The United States Copyright Office and the United States Patent and Trademark Office (USPTO) announced that they would conduct the study, responding to a recent request from two lawmakers to establish how NFTs will soon change the realm of intellectual property.
Senator Thom Tillis (R-NC) and Senator Patrick Leahy (D-VT) formerly demand last month that the USPTO and the Copyright Office are working together on the study. The two senators, who are the most senior members of the Senate Intellectual Property Subcommittee, called on the two agencies to examine what intellectual property rights relating to NFTs look like today and how they are set to evolve. in the future. They recommended that the two agencies conduct the study by July 2023.

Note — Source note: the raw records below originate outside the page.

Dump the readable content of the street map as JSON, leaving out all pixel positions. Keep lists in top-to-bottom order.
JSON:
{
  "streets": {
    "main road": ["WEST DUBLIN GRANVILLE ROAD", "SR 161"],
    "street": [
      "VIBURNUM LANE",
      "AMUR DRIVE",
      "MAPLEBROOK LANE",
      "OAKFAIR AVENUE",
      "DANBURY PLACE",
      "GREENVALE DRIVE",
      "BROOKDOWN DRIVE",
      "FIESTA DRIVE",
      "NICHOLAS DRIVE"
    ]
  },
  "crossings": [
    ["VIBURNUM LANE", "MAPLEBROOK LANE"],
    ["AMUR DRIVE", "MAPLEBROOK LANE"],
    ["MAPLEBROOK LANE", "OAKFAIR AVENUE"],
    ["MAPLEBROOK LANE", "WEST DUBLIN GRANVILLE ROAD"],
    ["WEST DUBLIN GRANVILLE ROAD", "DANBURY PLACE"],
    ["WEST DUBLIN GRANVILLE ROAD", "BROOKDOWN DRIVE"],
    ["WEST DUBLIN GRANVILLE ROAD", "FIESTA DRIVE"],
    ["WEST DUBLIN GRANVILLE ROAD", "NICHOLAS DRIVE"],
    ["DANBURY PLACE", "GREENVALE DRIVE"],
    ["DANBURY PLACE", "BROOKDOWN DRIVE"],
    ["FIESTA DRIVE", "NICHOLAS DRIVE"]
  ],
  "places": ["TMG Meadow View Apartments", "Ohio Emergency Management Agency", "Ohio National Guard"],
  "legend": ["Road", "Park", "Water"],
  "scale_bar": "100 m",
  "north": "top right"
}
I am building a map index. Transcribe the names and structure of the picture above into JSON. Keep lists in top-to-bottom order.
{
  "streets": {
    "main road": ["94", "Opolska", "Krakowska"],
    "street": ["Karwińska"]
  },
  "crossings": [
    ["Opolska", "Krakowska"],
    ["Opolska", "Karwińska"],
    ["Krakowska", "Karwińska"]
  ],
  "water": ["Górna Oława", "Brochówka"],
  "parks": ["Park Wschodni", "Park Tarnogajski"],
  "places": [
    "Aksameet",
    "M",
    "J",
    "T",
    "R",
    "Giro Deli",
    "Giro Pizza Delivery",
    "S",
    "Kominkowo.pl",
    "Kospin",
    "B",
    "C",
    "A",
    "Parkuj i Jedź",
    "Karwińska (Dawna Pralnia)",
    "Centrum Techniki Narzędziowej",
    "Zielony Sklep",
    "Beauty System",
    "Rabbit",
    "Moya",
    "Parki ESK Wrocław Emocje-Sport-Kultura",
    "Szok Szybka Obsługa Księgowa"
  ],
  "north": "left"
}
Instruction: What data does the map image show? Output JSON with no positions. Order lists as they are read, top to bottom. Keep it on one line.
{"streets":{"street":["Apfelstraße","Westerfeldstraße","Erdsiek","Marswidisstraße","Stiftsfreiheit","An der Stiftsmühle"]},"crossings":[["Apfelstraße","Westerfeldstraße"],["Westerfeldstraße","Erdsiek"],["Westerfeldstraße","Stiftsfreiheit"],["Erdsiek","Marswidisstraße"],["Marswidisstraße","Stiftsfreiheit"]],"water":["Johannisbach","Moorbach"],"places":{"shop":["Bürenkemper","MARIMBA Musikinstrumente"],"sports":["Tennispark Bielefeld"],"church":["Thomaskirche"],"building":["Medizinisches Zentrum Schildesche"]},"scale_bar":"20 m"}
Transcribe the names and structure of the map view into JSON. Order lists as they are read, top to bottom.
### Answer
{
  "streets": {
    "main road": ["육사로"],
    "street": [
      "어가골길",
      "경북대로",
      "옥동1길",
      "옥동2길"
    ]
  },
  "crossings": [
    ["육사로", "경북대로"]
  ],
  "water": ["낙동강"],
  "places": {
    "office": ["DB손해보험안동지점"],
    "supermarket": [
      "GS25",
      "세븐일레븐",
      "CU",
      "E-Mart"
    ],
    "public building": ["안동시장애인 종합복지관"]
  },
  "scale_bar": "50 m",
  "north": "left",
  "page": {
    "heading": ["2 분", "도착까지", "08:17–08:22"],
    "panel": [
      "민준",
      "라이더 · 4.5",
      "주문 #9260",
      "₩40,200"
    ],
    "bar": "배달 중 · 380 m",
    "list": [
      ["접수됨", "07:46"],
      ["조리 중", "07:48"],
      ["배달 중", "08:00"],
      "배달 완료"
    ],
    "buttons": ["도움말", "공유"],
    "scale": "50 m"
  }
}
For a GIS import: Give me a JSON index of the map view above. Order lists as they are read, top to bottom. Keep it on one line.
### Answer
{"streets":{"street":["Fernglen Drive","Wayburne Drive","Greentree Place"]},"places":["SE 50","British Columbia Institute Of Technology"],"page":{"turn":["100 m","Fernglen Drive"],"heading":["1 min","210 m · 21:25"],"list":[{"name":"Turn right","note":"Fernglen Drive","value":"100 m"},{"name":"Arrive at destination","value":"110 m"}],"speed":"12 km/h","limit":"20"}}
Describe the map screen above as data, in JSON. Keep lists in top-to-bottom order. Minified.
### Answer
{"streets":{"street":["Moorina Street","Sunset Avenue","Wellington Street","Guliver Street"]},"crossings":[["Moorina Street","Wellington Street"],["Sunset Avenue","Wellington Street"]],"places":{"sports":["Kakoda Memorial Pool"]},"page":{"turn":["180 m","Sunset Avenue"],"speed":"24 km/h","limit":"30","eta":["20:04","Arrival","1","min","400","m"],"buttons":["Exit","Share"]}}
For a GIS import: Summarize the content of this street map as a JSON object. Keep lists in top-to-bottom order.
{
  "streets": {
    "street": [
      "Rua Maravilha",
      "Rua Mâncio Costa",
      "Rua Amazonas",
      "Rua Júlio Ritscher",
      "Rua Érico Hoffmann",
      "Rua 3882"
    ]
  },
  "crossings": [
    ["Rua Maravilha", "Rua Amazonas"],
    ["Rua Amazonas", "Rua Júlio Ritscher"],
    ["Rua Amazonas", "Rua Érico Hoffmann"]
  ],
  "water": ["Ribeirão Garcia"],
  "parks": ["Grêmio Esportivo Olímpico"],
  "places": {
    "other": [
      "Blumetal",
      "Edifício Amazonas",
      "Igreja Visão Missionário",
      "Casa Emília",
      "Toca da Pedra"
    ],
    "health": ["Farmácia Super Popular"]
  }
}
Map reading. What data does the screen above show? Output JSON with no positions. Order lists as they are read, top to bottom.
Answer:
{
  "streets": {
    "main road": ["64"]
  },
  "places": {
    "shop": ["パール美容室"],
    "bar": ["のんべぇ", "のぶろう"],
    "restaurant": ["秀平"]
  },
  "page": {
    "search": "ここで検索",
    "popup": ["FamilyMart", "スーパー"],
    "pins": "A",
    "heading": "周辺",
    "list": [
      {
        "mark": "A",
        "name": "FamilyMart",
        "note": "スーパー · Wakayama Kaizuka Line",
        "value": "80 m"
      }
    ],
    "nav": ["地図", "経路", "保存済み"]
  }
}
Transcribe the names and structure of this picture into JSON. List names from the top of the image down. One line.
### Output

Some of the questions posed by the two lawmakers were:
- How are the transfers of rights applied? What is the impact of the transfer of an NFT on the intellectual property rights of the associated asset?
- How are license fees applied? Can and how can intellectual property rights in the associated asset be licensed in an NFT context?
- What intellectual property protection can be granted? What IP protection can be granted to the creator of NFT? What if the creator of the NFT is a different person or entity than the creator of the associated asset?
Both offices now have confirmed that they will undertake the study. They also revealed that they would involve other NFT industry stakeholders and the two legislators.
Although they have been around (or at least in the mainstream) for only a few years, NFTs have been at the heart of many legal battles related to intellectual property. The The most important involves top sportswear company Nike taking on popular online sneaker retailer StockX. The latter launched an NFT series based on Nike’s shoes which, according to its lawsuit, amounts to knowingly selling counterfeits.